Subito dopo l'assoluzione della Cassazione i fedelissimi si erano scatenati: "Chi risarcirà la sofferenza e i danni a Silvio Berlusconi?", e Renato Brunetta, capo gruppo alla Camera, più di tutti: "Mi verrebbe da dire, ma non sono un giurista, e adesso azione di responsabilità civile nei confronti di quei magistrati che hanno abusato della legge"
Subito dopo l’assoluzione della Cassazione i fedelissimi si erano scatenati: “Chi risarcirà la sofferenza e i danni a Silvio Berlusconi?”, e Renato Brunetta, capo gruppo alla Camera, più di tutti: “Mi verrebbe da dire, ma non sono un giurista, e adesso azione di responsabilità civile nei confronti di quei magistrati che hanno abusato della legge”. E oggi dall’Associazione nazionale magistrati arriva la risposta: “Chi invoca la responsabilità civile è veramente fuori strada”. dice il presidente Rodolfo Sabelli, intervistato da Sky Tg 24. “Non vorrei che si utilizzasse questa assoluzione in chiave di attacco alla magistratura. Sarebbe una cosa profondamente sbagliata”.

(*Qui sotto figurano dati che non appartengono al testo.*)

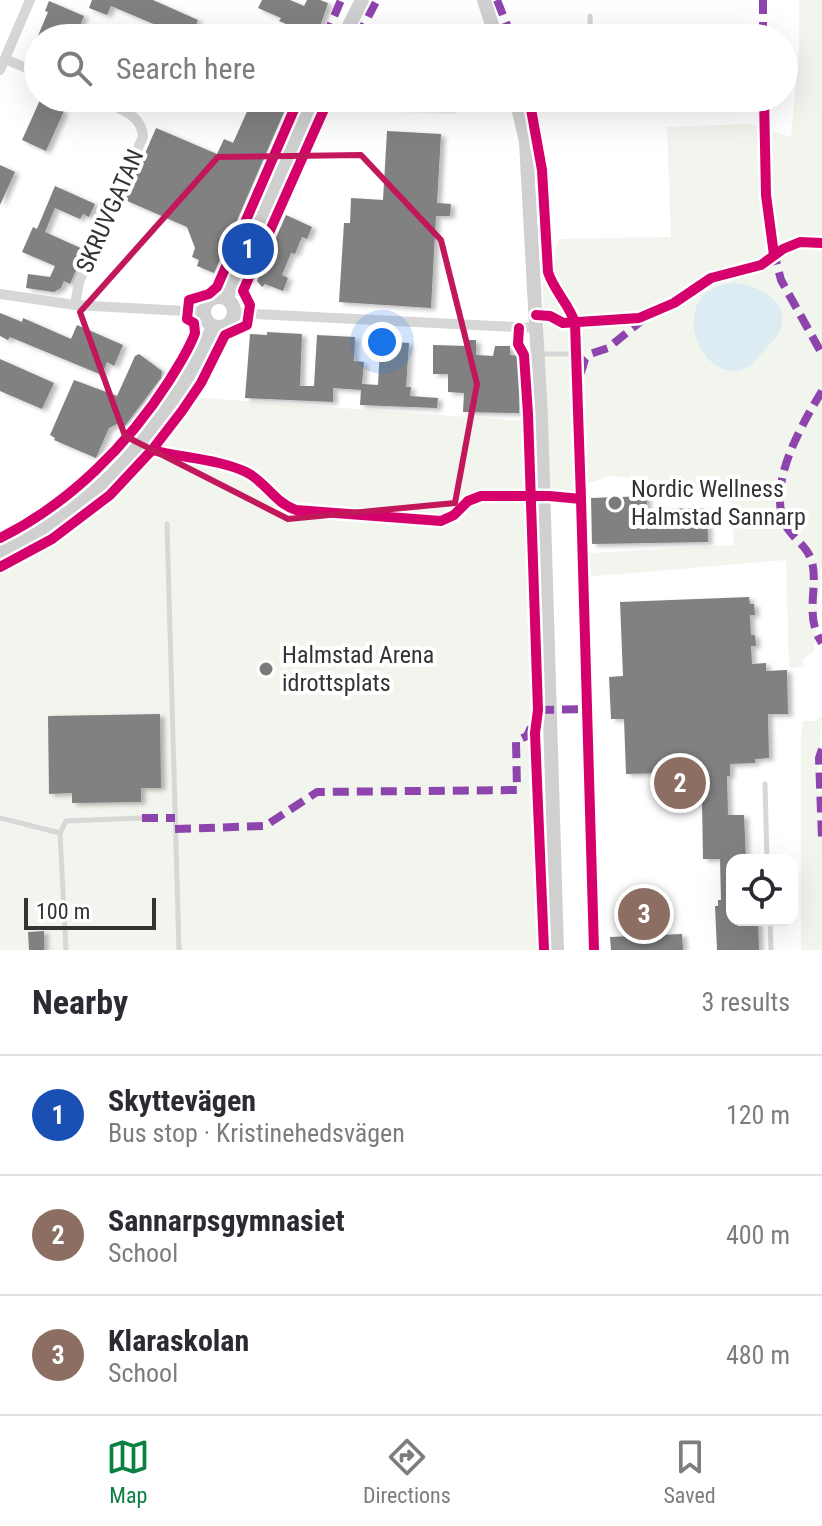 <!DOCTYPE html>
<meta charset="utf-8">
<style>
:root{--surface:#fff;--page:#f7f7f7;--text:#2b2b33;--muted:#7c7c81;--line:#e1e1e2;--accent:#0b8043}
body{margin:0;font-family:"Roboto Condensed",sans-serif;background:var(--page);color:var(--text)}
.controls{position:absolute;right:24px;bottom:24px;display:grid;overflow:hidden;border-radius:16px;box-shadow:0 8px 32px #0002}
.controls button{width:72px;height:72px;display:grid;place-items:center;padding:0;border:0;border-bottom:2px solid var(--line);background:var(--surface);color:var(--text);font:40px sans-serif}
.scale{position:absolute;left:24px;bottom:20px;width:132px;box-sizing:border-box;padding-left:8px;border:4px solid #333;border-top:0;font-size:22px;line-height:28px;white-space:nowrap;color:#333;-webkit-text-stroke:6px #fff;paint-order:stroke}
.you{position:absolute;left:382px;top:342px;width:28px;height:28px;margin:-20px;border:6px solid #fff;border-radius:50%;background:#1a73e8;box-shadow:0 0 0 12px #1a73e833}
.badge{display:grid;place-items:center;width:52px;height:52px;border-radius:50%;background:var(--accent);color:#fff;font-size:26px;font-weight:700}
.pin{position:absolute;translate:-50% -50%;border:4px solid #fff;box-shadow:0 2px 8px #0006}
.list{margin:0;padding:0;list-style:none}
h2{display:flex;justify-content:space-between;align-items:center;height:104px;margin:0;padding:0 32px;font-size:34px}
h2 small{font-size:26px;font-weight:400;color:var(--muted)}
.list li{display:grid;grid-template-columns:52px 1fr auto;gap:24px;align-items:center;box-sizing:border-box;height:120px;padding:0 32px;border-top:2px solid var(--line)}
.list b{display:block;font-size:30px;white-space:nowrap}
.list p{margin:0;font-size:26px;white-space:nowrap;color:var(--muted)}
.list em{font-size:26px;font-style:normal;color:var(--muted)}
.icon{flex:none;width:44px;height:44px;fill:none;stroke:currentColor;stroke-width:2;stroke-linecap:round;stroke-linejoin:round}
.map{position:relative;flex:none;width:822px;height:950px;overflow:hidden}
.search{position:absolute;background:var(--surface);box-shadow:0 8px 32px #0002;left:24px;right:24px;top:24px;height:88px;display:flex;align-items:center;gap:20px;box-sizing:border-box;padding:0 28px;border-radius:44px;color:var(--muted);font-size:30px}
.sheet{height:464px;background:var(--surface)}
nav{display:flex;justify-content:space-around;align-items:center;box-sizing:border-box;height:112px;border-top:2px solid var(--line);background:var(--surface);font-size:22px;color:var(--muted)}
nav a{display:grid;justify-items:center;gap:4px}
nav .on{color:var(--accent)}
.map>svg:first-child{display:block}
.green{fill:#f1f5ed}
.water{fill:#ddebf3}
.building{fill:#818181;filter:url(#shadow)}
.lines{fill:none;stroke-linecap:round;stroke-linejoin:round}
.lane{stroke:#d7d7d7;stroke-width:5}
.street{stroke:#d7d7d7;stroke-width:10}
.secondary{stroke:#d0d0d0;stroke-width:14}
.quiet{stroke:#8e44ad;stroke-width:8;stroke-dasharray:16 8;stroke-linecap:butt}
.cycleway-casing{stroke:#fff;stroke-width:15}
.cycleway{stroke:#d6006c;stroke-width:10}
.marked{fill:none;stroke:#c2185b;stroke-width:6;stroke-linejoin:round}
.poi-dot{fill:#7a7a7a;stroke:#fff;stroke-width:3}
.labels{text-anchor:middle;stroke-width:8;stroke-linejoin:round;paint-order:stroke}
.street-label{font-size:24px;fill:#333;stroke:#fff}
.poi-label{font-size:24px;fill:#333;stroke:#fff;text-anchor:start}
</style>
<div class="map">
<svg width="822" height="950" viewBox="0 0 822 950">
<defs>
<filter id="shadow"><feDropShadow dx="4.5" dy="2.5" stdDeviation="2" flood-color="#0004"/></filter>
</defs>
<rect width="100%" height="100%" fill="#fff"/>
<g class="green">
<polygon points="799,0 822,0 822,566 814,651 803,659 804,667 789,668 786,560 586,577 590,553 734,545 732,504 726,499 612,475 587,484 573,495 547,491 543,284 559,239 671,237 667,127 750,124 791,137 799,50"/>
<path d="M188 397 523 421 541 950H0V560C15 553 31 547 44 538 102 501 147 451 188 397Z"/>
<polygon points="822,716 817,792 822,792 822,950 801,950 801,739 803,721 814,721"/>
</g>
<path class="water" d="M735 283C754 284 786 299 782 323 781 334 769 345 761 354 754 362 748 370 737 371 694 375 667 287 735 283Z"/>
<g class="building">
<polygon points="92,0 153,0 198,20 194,30 212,38 150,38 156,25 111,6 107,15 89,8"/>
<polygon points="262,0 290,0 304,6 307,0 320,0 328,3 316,38 289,38 293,27 279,21 281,18 258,8"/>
<polygon points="49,1 84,16 75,38 37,38 48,12 45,11"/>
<polygon points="253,98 290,98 214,273 197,266 199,260 192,257 195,248 187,227 125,200 156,128 217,154 224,139 233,143"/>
<polygon points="356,98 452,98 451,109 356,104"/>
<polygon points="40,100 64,111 46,151 22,140"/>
<polygon points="387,131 441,134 437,203 451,204 450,216 436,216 431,308 339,302 344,223 350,223 351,198 383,200"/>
<polygon points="0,165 15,172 0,205"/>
<polygon points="55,186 95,204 89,217 83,214 80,219 55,208 45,232 85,250 70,284 64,281 61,288 54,292 26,288 28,274 50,277 55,266 22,252 33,227 37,229"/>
<polygon points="286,215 312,227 307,239 302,237 295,254 291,253 282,275 288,278 283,291 265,284 262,287 257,281 268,257 266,254 270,251"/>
<polygon points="0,313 22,322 23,318 71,339 77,325 123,345 114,366 107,362 102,375 10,337 8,340 0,336"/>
<polygon points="267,332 302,334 300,386 314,386 317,335 355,337 354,361 364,362 362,384 378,385 380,348 388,348 389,342 409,343 406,387 411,387 410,396 438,398 437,408 360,405 361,390 333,388 333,402 245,398 250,334 267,335"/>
<polygon points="467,340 476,340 476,355 493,356 495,346 510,346 510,355 520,356 519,413 463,412 464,393 448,392 448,374 433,374 433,345 467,346"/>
<polygon points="139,354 162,371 161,378 124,427 117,424 109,428 96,458 54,440 55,438 50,435 74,380 117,396 135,356"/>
<polygon points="0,359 54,383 42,409 0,391"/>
<polygon points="647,496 647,509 707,508 708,542 592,544 591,498"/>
<polygon points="749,597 750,604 754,604 755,615 750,615 751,635 755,635 756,646 751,646 752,664 766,663 766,671 787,670 788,714 768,714 769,758 755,759 755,763 730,764 730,776 727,776 728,815 744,815 746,860 732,860 732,920 758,920 759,950 717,950 715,906 718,906 718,900 721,900 720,859 703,859 702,802 665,804 664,773 626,774 624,719 611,719 609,677 623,676 620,602"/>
<polygon points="160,714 161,788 141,788 141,802 72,803 72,793 49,794 48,716"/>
<polygon points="44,931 44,950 29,950 28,932"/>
<polygon points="682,934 683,950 611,950 610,937"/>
</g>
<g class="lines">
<g class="lane">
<polyline points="590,16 591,38"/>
<polyline points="539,354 572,354"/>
<polyline points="167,524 179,950"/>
<polyline points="765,784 767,860"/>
<polyline points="0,818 60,833 66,950"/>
<polyline points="60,833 66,821 142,818"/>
<polyline points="770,920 771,950"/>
</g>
<g class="street">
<polyline points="5,59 38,73"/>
<polyline points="0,70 30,0"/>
<polyline points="0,294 75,305 203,312"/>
<path d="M75 305 79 282 143 137C142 112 114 107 94 98"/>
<polyline points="234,313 537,328"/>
</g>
<g class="secondary">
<polyline points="484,0 496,38"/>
<polyline points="343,38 362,0"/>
<polyline points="516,98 526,142 541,417 557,950"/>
<circle cx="219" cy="312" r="15"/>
<polyline points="226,298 313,98"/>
<path d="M0 552C15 544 30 538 44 529 118 484 179 404 213 327"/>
</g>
<g class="quiet">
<polyline points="497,0 512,38"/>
<polyline points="325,38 341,0"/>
<polyline points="357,38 377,0"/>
<polyline points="763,38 763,0"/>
<polyline points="773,249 781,280 822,354"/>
<polyline points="581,373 585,359 590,354 608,348 645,318"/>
<path d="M822 391C801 426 767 484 785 524 791 537 806 545 811 559 820 584 803 615 822 643"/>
<polyline points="538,710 587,709"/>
<polyline points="822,749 819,758 822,838"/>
<polyline points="142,818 175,818"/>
<polyline points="175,829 265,826 317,792 517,790 516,741 527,736 530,729 536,726"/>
</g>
<defs>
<g id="cycleway">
<polyline points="764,98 766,195 774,255"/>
<polyline points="536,315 550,316 563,323 639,318 674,303 711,278 761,265 783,249 800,242 822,243"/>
<polyline points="519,328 518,344 524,355 528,414 538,710 535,733 544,950"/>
<path d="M152 450C182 458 218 459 246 472 265 481 276 504 296 510L441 521 454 515 468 501 481 496H549L581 499 575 323C569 304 554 291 548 272L542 170 529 98"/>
<polyline points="581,499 594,950"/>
<path d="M0 538C69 504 128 445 169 381 178 366 189 350 195 333L194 323 187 319 189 300 209 294 217 287 299 98"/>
<polyline points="0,567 52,539 110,495 152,450 182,411 201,383 225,335 247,325 250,305 243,291 329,98"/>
</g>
</defs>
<use href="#cycleway" class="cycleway-casing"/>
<use href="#cycleway" class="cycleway"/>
</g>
<path class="marked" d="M361 155 441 240 477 384 455 503 288 519 125 436 80 312 218 157Z"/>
<g class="poi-dot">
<circle cx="615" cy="503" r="8"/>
<circle cx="266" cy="669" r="8"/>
</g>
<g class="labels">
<g class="street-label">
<text transform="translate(110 211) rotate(-66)" y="8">SKRUVGATAN</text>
</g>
<g class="poi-label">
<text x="631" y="497">Nordic Wellness<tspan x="631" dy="28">Halmstad Sannarp</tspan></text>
<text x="282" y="663">Halmstad Arena<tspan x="282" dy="28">idrottsplats</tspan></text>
</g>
</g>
</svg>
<div class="controls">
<button><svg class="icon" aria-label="locate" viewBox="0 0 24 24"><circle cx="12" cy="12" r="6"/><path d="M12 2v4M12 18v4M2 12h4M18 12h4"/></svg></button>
</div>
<div class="scale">100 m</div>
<div class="you"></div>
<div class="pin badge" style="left:248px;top:249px;background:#1a4fb4">1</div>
<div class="pin badge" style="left:680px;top:783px;background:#8d6e63">2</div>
<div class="pin badge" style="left:644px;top:914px;background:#8d6e63">3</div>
<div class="search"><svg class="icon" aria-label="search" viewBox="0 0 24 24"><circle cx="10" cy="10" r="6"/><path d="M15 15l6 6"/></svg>Search here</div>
</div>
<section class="sheet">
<h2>Nearby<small>3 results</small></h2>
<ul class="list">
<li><span class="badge" style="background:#1a4fb4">1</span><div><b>Skyttevägen</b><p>Bus stop · Kristinehedsvägen</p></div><em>120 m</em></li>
<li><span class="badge" style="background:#8d6e63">2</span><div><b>Sannarpsgymnasiet</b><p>School</p></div><em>400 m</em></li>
<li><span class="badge" style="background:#8d6e63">3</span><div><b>Klaraskolan</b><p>School</p></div><em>480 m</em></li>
</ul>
</section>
<nav>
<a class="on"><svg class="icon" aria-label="map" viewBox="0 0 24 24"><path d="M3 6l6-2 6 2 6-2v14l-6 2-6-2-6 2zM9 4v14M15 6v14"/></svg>Map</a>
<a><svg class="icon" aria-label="directions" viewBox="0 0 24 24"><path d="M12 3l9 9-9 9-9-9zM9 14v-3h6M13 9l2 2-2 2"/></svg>Directions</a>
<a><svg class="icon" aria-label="saved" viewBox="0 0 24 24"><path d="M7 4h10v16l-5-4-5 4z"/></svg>Saved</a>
</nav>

Sull’argomento dice la sua anche l’ex pm Antonio Di Pietro ed ex parlamentare Idv: “La legge sulla responsabilità civile dei magistrati infatti, sia quella che c’era sia quella appena approvata, non c’entra assolutamente nulla con l’esito processuale finale in quanto la responsabilità civile dei magistrati si può applicare solo in caso di colpa grave, dolo o violazione della legge. Nel caso di specie, invece, si è trattato soltanto di una diversa interpretazione della legge esistente da parte di giudici diversi, più precisamente l’articolo 317 del codice penale, nel senso che legittimamente, i magistrati inquirenti e i giudici di primo grado hanno ritenuto sussistere anche la minaccia implicita nel comportamento dell’allora presidente del Consiglio mentre per la Corte di Appello e la Cassazione si è trattato solo di un fatto commesso senza toni minacciosi evidenti e quindi è stata pronunciata la sentenza di assoluzione. Come si vede – prosegue – entrambe le interpretazioni sono rispettabili ma, nel caso di specie, va preso atto che l’ultima decisione è quella che vale ed essa fa stato e rispettata. Senza strumentalizzarla, però, né utilizzarla per finalità vendicative”.